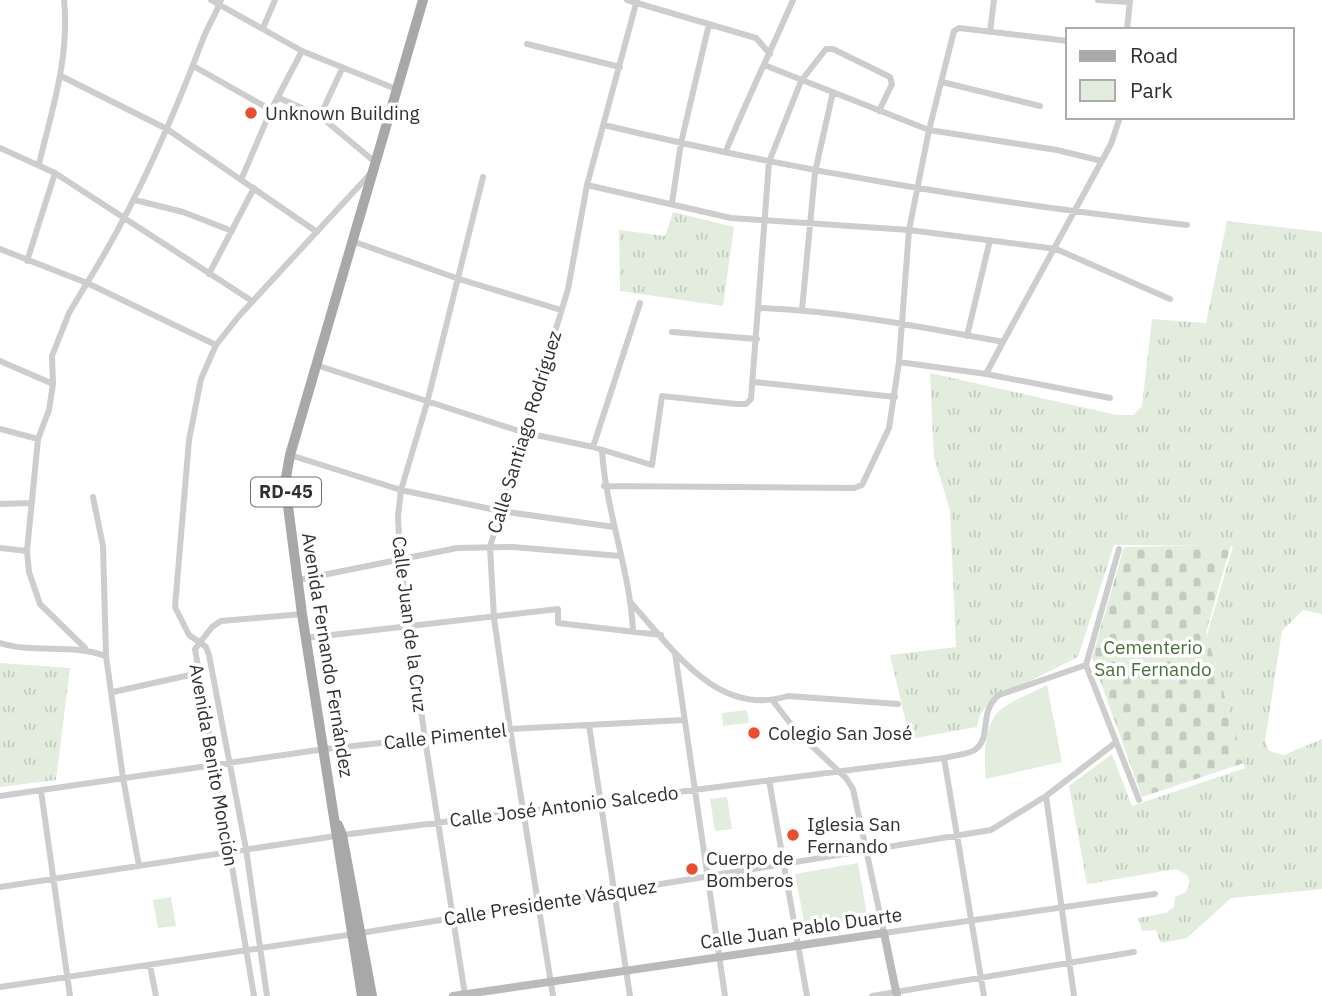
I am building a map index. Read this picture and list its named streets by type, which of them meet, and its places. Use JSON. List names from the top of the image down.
{
  "streets": {
    "main road": ["RD-45", "Avenida Fernando Fernández"],
    "street": [
      "Calle Santiago Rodríguez",
      "Calle Juan de la Cruz",
      "Calle Pimentel",
      "Avenida Benito Monción",
      "Calle José Antonio Salcedo",
      "Calle Presidente Vásquez",
      "Calle Juan Pablo Duarte"
    ]
  },
  "crossings": [
    ["Calle Santiago Rodríguez", "Calle Pimentel"],
    ["Calle Santiago Rodríguez", "Calle José Antonio Salcedo"],
    ["Calle Santiago Rodríguez", "Calle Presidente Vásquez"],
    ["Calle Santiago Rodríguez", "Calle Juan Pablo Duarte"],
    ["RD-45", "Avenida Fernando Fernández"],
    ["Calle Juan de la Cruz", "Calle Pimentel"],
    ["Calle Juan de la Cruz", "Calle José Antonio Salcedo"],
    ["Calle Juan de la Cruz", "Calle Presidente Vásquez"],
    ["Calle Juan de la Cruz", "Calle Juan Pablo Duarte"],
    ["Avenida Fernando Fernández", "Calle Pimentel"],
    ["Avenida Fernando Fernández", "Calle José Antonio Salcedo"],
    ["Avenida Fernando Fernández", "Calle Presidente Vásquez"],
    ["Calle Pimentel", "Avenida Benito Monción"],
    ["Avenida Benito Monción", "Calle José Antonio Salcedo"],
    ["Avenida Benito Monción", "Calle Presidente Vásquez"]
  ],
  "parks": ["Cementerio San Fernando"],
  "places": [
    "Unknown Building",
    "Colegio San José",
    "Iglesia San Fernando",
    "Cuerpo de Bomberos"
  ],
  "legend": ["Road", "Park"]
}
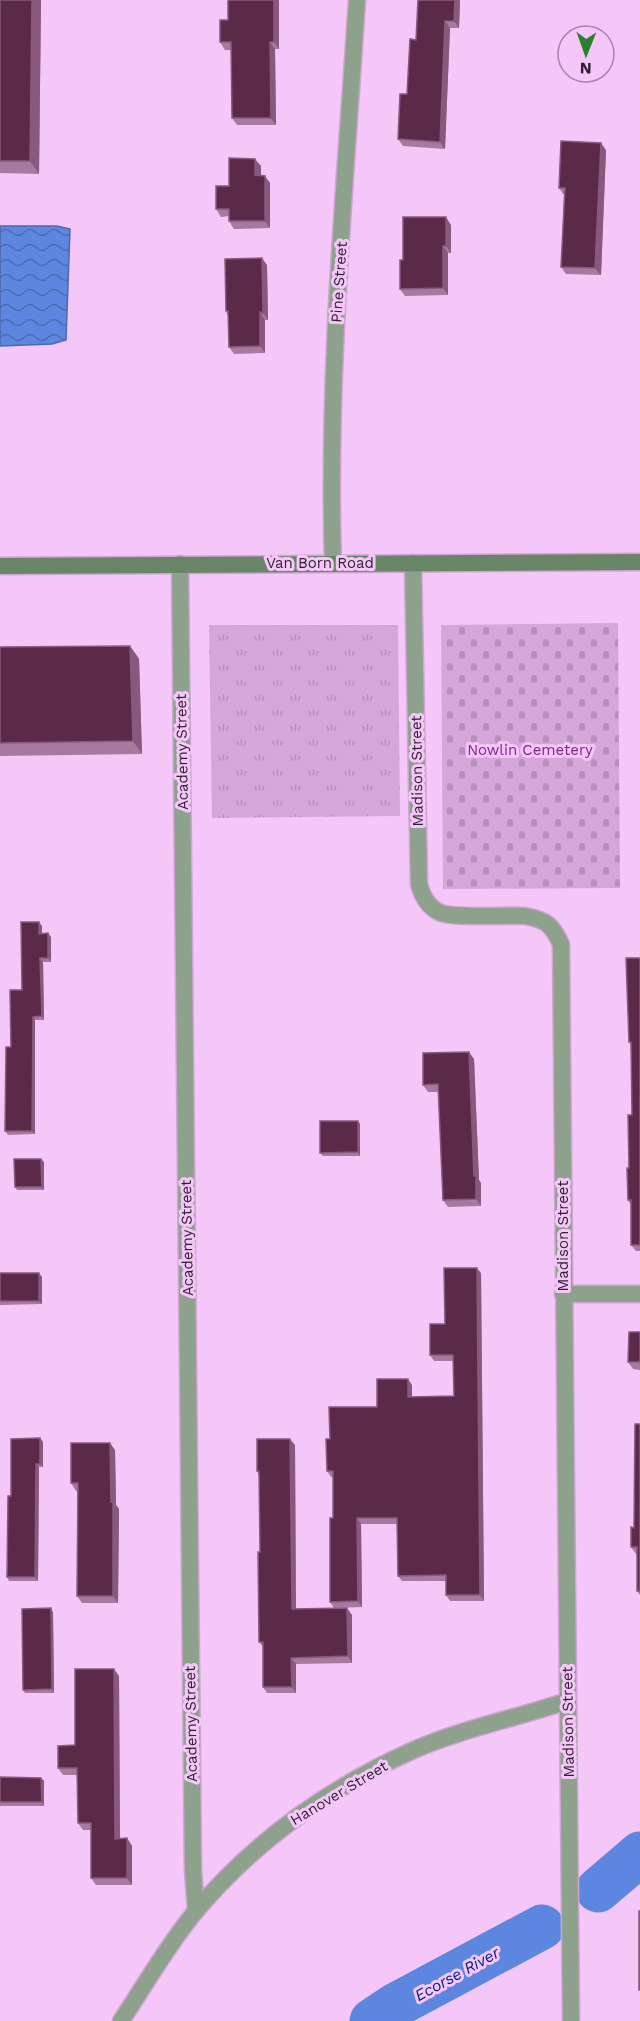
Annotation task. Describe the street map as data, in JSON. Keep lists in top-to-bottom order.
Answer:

**WORK TASK**
Each entry should be repeated exactly as it appears; the pictures stay out.

**EXERCISE RESPONSE**
I am building a map index. Read this picture and list its named streets by type, which of them meet, and its places. Use JSON. List names from the top of the image down.
{
  "streets": {
    "main road": ["RD-45", "Avenida Fernando Fernández"],
    "street": [
      "Calle Santiago Rodríguez",
      "Calle Juan de la Cruz",
      "Calle Pimentel",
      "Avenida Benito Monción",
      "Calle José Antonio Salcedo",
      "Calle Presidente Vásquez",
      "Calle Juan Pablo Duarte"
    ]
  },
  "crossings": [
    ["Calle Santiago Rodríguez", "Calle Pimentel"],
    ["Calle Santiago Rodríguez", "Calle José Antonio Salcedo"],
    ["Calle Santiago Rodríguez", "Calle Presidente Vásquez"],
    ["Calle Santiago Rodríguez", "Calle Juan Pablo Duarte"],
    ["RD-45", "Avenida Fernando Fernández"],
    ["Calle Juan de la Cruz", "Calle Pimentel"],
    ["Calle Juan de la Cruz", "Calle José Antonio Salcedo"],
    ["Calle Juan de la Cruz", "Calle Presidente Vásquez"],
    ["Calle Juan de la Cruz", "Calle Juan Pablo Duarte"],
    ["Avenida Fernando Fernández", "Calle Pimentel"],
    ["Avenida Fernando Fernández", "Calle José Antonio Salcedo"],
    ["Avenida Fernando Fernández", "Calle Presidente Vásquez"],
    ["Calle Pimentel", "Avenida Benito Monción"],
    ["Avenida Benito Monción", "Calle José Antonio Salcedo"],
    ["Avenida Benito Monción", "Calle Presidente Vásquez"]
  ],
  "parks": ["Cementerio San Fernando"],
  "places": [
    "Unknown Building",
    "Colegio San José",
    "Iglesia San Fernando",
    "Cuerpo de Bomberos"
  ],
  "legend": ["Road", "Park"]
}
Annotation task. Describe the street map as data, in JSON. Keep lists in top-to-bottom order.
Answer:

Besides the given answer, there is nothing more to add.